Even the standard library illustrated in Appendix B of the book says so. From Page 247:
fgets returns s, or NULL if end of file or error occurs.
K&R uses ferror(iop) in fputs implementation given just below this fgets implementation on the same page.
With the above implementation, fgets will return s even if there is a read error after reading some characters. Maybe this is an oversight or am I missing something?
You are correct that the behavior of the posted implementation of the function fgets does not comply with the C89 standard. For the same reasons, it also does not comply with the modern C11/C18 standard.
The posted implementation of fgets handles end-of-file correctly, by only returning NULL if not a single character has been read. However, it does not handle a stream error correctly. According to your quote of the C89 standard (which is identical to the C11/C18 standard in this respect), the function should always return NULL if an error occurred, regardless of the number of characters read. Therefore, the posted implementation of fgets is wrong to handle an end-of-file in exactly the same way as a stream error.
It is worth noting that the second edition of K&R is from 1988, which is from before the ANSI C89 standard was published. Therefore, the exact wording of the standard may not have been finalized yet, when the second edition of the book was written.
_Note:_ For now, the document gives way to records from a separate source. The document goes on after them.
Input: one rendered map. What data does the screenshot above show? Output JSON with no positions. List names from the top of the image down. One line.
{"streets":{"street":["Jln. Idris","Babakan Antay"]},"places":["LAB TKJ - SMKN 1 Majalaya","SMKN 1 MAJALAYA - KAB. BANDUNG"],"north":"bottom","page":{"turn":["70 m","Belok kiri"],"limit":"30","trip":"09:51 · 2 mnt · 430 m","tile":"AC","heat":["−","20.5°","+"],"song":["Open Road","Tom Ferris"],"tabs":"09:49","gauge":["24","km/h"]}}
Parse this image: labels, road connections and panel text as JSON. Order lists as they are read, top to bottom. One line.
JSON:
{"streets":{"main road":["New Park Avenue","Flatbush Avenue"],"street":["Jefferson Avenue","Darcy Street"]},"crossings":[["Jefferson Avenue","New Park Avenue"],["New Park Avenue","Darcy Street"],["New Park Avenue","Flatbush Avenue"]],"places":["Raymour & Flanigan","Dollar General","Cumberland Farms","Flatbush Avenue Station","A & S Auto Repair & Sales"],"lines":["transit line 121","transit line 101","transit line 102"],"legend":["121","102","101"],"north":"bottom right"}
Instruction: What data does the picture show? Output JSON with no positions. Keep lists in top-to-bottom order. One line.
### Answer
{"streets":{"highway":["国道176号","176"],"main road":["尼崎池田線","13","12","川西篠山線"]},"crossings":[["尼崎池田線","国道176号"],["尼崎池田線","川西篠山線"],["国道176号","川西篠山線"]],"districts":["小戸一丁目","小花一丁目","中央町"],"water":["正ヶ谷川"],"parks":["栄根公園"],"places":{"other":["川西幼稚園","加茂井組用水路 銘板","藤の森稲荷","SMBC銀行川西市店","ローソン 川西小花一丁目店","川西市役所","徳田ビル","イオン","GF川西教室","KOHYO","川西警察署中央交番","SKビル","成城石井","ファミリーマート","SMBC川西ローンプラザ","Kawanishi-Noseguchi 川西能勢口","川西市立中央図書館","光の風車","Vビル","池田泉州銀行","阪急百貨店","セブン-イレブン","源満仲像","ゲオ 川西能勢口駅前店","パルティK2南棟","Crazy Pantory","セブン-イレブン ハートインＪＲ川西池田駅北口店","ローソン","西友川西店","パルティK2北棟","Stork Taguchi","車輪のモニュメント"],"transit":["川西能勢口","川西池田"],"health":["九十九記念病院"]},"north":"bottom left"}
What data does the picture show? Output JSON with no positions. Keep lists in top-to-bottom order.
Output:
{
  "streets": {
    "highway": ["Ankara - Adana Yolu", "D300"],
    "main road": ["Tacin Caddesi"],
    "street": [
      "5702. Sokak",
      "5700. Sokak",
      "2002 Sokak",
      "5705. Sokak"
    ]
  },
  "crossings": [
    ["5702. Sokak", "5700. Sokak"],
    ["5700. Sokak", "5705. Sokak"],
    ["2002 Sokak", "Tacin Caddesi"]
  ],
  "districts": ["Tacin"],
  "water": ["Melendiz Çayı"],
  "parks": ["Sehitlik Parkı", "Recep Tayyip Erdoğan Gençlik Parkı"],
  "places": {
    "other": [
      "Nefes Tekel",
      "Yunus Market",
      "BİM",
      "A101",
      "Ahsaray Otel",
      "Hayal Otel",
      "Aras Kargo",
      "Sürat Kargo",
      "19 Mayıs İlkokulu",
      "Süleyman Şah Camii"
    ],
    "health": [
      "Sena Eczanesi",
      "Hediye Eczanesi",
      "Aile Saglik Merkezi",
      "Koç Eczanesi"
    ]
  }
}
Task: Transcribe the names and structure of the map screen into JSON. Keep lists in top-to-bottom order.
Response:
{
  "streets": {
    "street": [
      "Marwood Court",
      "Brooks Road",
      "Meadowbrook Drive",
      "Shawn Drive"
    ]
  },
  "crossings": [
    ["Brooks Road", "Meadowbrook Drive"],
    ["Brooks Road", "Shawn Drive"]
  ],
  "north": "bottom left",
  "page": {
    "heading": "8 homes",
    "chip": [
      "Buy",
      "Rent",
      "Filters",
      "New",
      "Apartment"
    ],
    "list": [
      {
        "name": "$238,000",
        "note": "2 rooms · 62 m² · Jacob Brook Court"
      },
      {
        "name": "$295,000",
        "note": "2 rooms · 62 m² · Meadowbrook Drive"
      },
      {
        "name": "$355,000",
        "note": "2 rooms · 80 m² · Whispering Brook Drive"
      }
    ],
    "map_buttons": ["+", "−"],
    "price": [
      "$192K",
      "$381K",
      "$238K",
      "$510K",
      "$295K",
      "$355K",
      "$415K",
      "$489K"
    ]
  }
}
The posted implementation of fgets also does not comply with the quoted specification of Appendix B. Assuming that the function fgets is supposed to behave as specified in Appendix B, then the posted implementation of fgets handles errors correctly, but it does not handle end-of-file correctly. According to the quote from Appendix B, the function should always return NULL when an end-of-file occurs (even if characters have been successfully read, which is not meaningful).
It is also worth noting that using the statement
return (ferror(iop) || (c == EOF && cs == s)) ? NULL : s;
as suggested in the question will not make the implementation of the function fgets fully comply with the C89/C11/C18 standards. When a stream error occurs "during the operation", the function is supposed to return NULL. However, when ferror returns nonzero, it may be impossible to tell whether the error occurred "during the operation", i.e. whether the stream's error indicator was already set before the function fgets was called. It is possible that the stream's error indicator was already set due to an error that occurred before fgets was called, but that all subsequent stream operations succeeded or failed due to end-of-file (i.e. not due to stream error). The function fgets is also not allowed to simply call clearerr at the start of the function in order to distinguish these cases, because it would then have to restore the state of the stream's error indicator before returning. Setting the stream's error indicator is not possible in the C standard library; it would require an implementation-specific function. Looking at the return value of getc will not always be able to resolve this ambiguity, because a return value of EOF can mean both end-of-file or error.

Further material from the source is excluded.